▶ Activity
Output, exactly and in full, the entries that appear below.

# # # #

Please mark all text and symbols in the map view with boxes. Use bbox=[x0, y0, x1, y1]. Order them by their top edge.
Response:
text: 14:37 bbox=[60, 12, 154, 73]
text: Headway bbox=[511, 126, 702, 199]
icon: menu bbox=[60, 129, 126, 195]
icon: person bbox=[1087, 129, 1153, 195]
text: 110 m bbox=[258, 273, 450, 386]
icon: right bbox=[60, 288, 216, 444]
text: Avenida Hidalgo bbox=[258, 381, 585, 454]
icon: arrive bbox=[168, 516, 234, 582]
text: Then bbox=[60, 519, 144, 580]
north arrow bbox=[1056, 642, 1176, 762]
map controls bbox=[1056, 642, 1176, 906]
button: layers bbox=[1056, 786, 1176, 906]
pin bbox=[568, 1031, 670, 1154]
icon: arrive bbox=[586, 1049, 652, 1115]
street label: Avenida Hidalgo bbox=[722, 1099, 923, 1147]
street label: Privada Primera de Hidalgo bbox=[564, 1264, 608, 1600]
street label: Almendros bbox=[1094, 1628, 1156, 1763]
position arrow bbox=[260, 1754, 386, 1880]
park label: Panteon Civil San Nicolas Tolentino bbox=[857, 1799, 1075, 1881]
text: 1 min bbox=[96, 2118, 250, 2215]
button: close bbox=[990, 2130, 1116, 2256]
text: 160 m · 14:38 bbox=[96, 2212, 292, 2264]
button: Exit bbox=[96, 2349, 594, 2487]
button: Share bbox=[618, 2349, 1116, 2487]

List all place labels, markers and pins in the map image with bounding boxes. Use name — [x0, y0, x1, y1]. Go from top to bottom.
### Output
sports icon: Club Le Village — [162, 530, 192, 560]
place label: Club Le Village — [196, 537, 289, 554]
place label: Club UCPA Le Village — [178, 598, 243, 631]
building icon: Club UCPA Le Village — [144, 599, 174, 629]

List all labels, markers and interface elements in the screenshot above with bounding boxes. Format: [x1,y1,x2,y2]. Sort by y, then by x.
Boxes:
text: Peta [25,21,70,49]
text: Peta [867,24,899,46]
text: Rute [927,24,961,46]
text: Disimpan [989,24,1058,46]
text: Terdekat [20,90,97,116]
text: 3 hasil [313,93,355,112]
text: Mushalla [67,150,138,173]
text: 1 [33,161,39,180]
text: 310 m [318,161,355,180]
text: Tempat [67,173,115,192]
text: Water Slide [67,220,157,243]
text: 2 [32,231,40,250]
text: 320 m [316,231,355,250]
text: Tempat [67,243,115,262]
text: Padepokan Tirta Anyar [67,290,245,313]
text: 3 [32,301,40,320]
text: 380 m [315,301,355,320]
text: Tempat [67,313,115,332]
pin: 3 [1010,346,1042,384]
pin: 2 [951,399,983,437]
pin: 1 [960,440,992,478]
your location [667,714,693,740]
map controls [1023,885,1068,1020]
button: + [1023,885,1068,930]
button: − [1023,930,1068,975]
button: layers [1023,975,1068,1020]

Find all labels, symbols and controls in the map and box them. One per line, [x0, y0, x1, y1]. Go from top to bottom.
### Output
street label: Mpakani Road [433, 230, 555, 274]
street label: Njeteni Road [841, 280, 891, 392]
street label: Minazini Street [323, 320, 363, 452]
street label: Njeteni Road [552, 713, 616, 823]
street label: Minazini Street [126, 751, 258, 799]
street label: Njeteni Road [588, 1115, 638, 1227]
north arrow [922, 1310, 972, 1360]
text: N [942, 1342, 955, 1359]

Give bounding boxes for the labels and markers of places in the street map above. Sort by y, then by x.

# # # #

▶ Solution to the problem
Please mark all text and symbols in the map view with boxes. Use bbox=[x0, y0, x1, y1]. Order them by their top edge.
Response:
text: 14:37 bbox=[60, 12, 154, 73]
text: Headway bbox=[511, 126, 702, 199]
icon: menu bbox=[60, 129, 126, 195]
icon: person bbox=[1087, 129, 1153, 195]
text: 110 m bbox=[258, 273, 450, 386]
icon: right bbox=[60, 288, 216, 444]
text: Avenida Hidalgo bbox=[258, 381, 585, 454]
icon: arrive bbox=[168, 516, 234, 582]
text: Then bbox=[60, 519, 144, 580]
north arrow bbox=[1056, 642, 1176, 762]
map controls bbox=[1056, 642, 1176, 906]
button: layers bbox=[1056, 786, 1176, 906]
pin bbox=[568, 1031, 670, 1154]
icon: arrive bbox=[586, 1049, 652, 1115]
street label: Avenida Hidalgo bbox=[722, 1099, 923, 1147]
street label: Privada Primera de Hidalgo bbox=[564, 1264, 608, 1600]
street label: Almendros bbox=[1094, 1628, 1156, 1763]
position arrow bbox=[260, 1754, 386, 1880]
park label: Panteon Civil San Nicolas Tolentino bbox=[857, 1799, 1075, 1881]
text: 1 min bbox=[96, 2118, 250, 2215]
button: close bbox=[990, 2130, 1116, 2256]
text: 160 m · 14:38 bbox=[96, 2212, 292, 2264]
button: Exit bbox=[96, 2349, 594, 2487]
button: Share bbox=[618, 2349, 1116, 2487]

List all place labels, markers and pins in the map image with bounding boxes. Use name — [x0, y0, x1, y1]. Go from top to bottom.
### Output
sports icon: Club Le Village — [162, 530, 192, 560]
place label: Club Le Village — [196, 537, 289, 554]
place label: Club UCPA Le Village — [178, 598, 243, 631]
building icon: Club UCPA Le Village — [144, 599, 174, 629]

List all labels, markers and interface elements in the screenshot above with bounding boxes. Format: [x1,y1,x2,y2]. Sort by y, then by x.
Boxes:
text: Peta [25,21,70,49]
text: Peta [867,24,899,46]
text: Rute [927,24,961,46]
text: Disimpan [989,24,1058,46]
text: Terdekat [20,90,97,116]
text: 3 hasil [313,93,355,112]
text: Mushalla [67,150,138,173]
text: 1 [33,161,39,180]
text: 310 m [318,161,355,180]
text: Tempat [67,173,115,192]
text: Water Slide [67,220,157,243]
text: 2 [32,231,40,250]
text: 320 m [316,231,355,250]
text: Tempat [67,243,115,262]
text: Padepokan Tirta Anyar [67,290,245,313]
text: 3 [32,301,40,320]
text: 380 m [315,301,355,320]
text: Tempat [67,313,115,332]
pin: 3 [1010,346,1042,384]
pin: 2 [951,399,983,437]
pin: 1 [960,440,992,478]
your location [667,714,693,740]
map controls [1023,885,1068,1020]
button: + [1023,885,1068,930]
button: − [1023,930,1068,975]
button: layers [1023,975,1068,1020]

Find all labels, symbols and controls in the map and box them. One per line, [x0, y0, x1, y1]. Go from top to bottom.
### Output
street label: Mpakani Road [433, 230, 555, 274]
street label: Njeteni Road [841, 280, 891, 392]
street label: Minazini Street [323, 320, 363, 452]
street label: Njeteni Road [552, 713, 616, 823]
street label: Minazini Street [126, 751, 258, 799]
street label: Njeteni Road [588, 1115, 638, 1227]
north arrow [922, 1310, 972, 1360]
text: N [942, 1342, 955, 1359]

Give bounding boxes for the labels and markers of places in the street map above. Sort by y, then by x.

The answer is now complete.